For the purposes of this disclosure, the leading edge 111 refers to the edge of the sheet of print media 110 before application of a repair treatment. Similarly, the trailing edge 112 can refer to the edge of the sheet to print media 110 before application of a repair treatment. Accordingly, the terms leading-edge 111 is also referred to herein as untreated or unrepaired leading-edge 111, and the terms trailing edge 112 is also referred to herein as untreated or unrepaired trailing edge 112. As such, as indicated in FIG. 2, portions of the leading-edge 111 and/or trailing edge 112 to which the print media edge repair system 100 has applied a corresponding repair treatment are referred to herein as treated or repaired leading-edge 113 and/or treated or repaired trailing edge 114.

In the example implementation of the print media edge repair system 100 depicted in FIGS. 1 through 7, the repair treatment can be applied by repair elements 105. In the particular example illustrated, the repair elements 105 can apply corresponding repair treatments to the corresponding leading-edge 111 and/or trailing edge 112. For example, the repair elements 105 can include various types of rollers, blades, sponges, membranes, scrapers, etc. As such, the repair elements 105 can include features to apply a corresponding repair treatments that include treatments such as, abrasive treatments, cutting treatments, wetting treatments, crushing treatments, steam treatments, and the like.

In one example, the repair elements 105 can include rollers coated in an abrasive, such as sand, ceramic, diamond, textured metal, and the like. In such implementations, the abrasive can be adhered to a substrate support attached to the repair element 105, such as a band of sandpaper that can be disposed around a roller. Accordingly, in such implementations, application of the repair elements 105 can include repair treatments that even out, knockdown, realign, or otherwise alter or remove the damage to a particular leading-edge 111 or trailing edge 112. For example, the abrasive or cutting effects of such repair treatments can remove or correct any areas of the damaged leading edge 111 or trailing edge 112 that might interfere with the other elements of the paper handling system 120 or an associated print engine.

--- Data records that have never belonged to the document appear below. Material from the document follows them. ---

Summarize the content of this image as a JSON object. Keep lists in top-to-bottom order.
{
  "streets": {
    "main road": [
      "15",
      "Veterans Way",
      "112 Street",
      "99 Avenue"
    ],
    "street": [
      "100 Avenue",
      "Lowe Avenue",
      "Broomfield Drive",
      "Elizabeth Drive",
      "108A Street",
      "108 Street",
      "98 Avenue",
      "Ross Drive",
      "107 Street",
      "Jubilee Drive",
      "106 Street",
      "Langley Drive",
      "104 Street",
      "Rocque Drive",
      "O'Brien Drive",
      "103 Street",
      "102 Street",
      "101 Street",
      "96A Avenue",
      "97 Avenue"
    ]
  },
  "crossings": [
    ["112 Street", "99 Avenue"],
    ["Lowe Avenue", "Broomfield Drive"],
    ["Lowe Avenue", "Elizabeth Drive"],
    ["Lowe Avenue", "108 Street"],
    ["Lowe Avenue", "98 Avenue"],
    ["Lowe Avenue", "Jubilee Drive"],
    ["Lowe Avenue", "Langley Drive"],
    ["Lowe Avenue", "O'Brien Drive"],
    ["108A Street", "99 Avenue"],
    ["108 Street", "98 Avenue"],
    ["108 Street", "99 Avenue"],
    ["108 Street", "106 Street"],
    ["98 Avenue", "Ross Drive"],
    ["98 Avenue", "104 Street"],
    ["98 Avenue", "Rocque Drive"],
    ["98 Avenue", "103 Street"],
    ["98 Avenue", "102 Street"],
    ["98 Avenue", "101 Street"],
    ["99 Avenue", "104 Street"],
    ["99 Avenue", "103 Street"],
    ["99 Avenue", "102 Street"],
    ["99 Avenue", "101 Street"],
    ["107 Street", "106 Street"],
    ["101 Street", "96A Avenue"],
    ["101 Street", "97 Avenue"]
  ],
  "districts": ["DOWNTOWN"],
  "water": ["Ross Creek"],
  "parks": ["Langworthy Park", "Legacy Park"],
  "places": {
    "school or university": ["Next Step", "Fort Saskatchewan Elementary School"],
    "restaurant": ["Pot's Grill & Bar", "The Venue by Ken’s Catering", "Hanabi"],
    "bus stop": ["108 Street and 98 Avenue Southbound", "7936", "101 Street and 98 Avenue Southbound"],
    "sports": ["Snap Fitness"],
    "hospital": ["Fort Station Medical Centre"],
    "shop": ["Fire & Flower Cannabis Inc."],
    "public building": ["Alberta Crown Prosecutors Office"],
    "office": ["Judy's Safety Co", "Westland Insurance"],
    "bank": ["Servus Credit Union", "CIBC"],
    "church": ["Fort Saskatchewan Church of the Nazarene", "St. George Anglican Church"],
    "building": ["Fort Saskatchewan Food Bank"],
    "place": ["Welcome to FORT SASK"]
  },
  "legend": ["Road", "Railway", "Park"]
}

Other example repair elements 105 can include sponges, felts, or other porous materials that can hold and/or apply a liquid wetting agent. In some implementations, the liquid wetting agent can include any liquid. For example, the wetting agent can include water, alcohol, oil, adhesive, or any other solvent and/or fixative. In such implementations, the repair elements 105 can include a roller that includes a porous material to apply the corresponding wetting agent to the leading edge 111 or trailing edge 112. The application of a wetting agent in such implementations can reduce or eliminate any areas of damage on the leading-edge 111 or trailing edge 112 that might interfere with other elements of the paper handling system 120 or an associated print engine.

Any type of repair elements 105 can include auxiliary devices or systems that supply or maintain the various capabilities of repair elements 105. For example, repair elements 105 can include or be coupled to a system that supplies or maintains the corresponding abrasive, cutting, crushing, or wetting qualities. For example, in one implementation, the repair elements 105 can include a system for automatically or manually replacing the blades or sandpaper band disposed around the roller. In another implementation, the repair elements 105 can include a system or be connected to corresponding pumps and ducts that supply the roller and the porous material disposed thereon with the corresponding wetting material.

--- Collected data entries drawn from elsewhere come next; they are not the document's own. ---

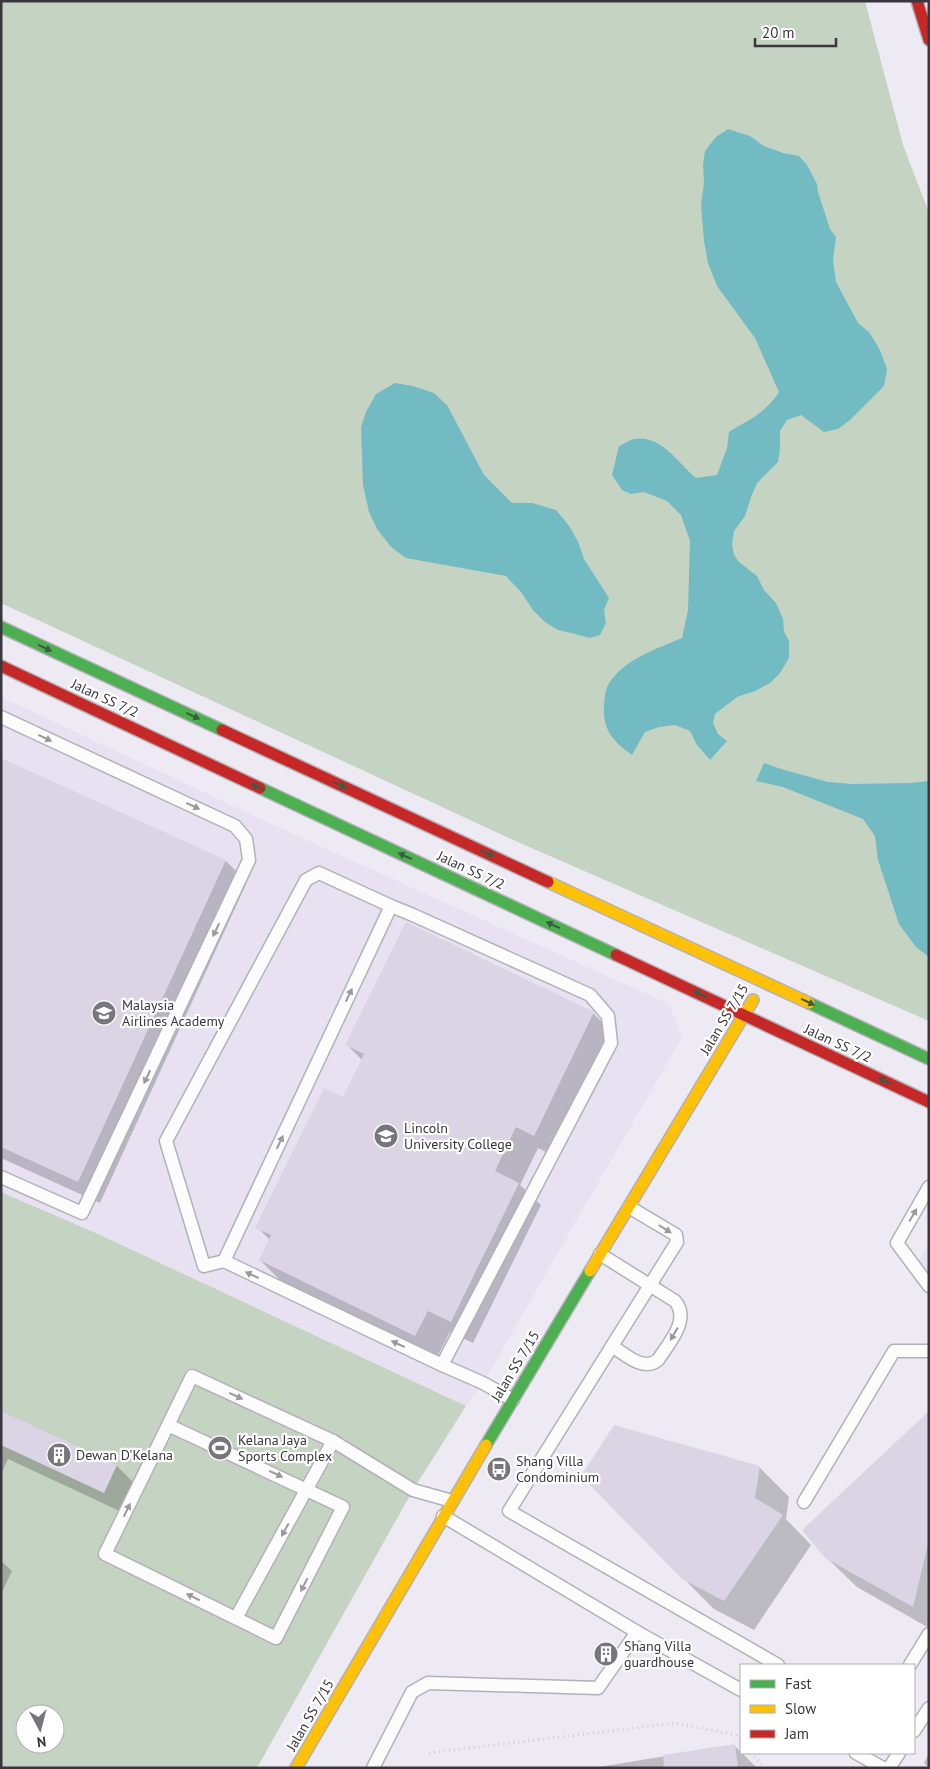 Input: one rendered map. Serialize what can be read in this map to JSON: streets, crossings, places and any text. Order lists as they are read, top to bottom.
{
  "streets": {
    "street": ["Jalan SS 7/2", "Jalan SS 7/15"]
  },
  "crossings": [
    ["Jalan SS 7/2", "Jalan SS 7/15"]
  ],
  "places": {
    "school or university": ["Malaysia Airlines Academy", "Lincoln University College"],
    "sports": ["Kelana Jaya Sports Complex"],
    "building": ["Dewan D'Kelana", "Shang Villa guardhouse"],
    "bus stop": ["Shang Villa Condominium"]
  },
  "legend": ["Fast", "Slow", "Jam"],
  "scale_bar": "20 m",
  "north": "bottom"
}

Turning back to the figures, as the sheet of print media 110 progresses in the direction indicated by arrow 10 in FIGS. 2 through 4, repair elements 105 can continuously, selectively, and/or simultaneously apply a repair treatment to the leading-edge 111 and the trailing edge 112 to generate a treated or repaired leading-edge 113 and trailing edge 114. Accordingly, as print media edge repair system 100 moves the sheet of print media 110 past the repair elements 105, the repair elements 105 can apply a repair treatment to the leading-edge 111 and the trailing edge 112 to generate the corresponding repaired leading-edge 113 and the repaired trailing edge 114.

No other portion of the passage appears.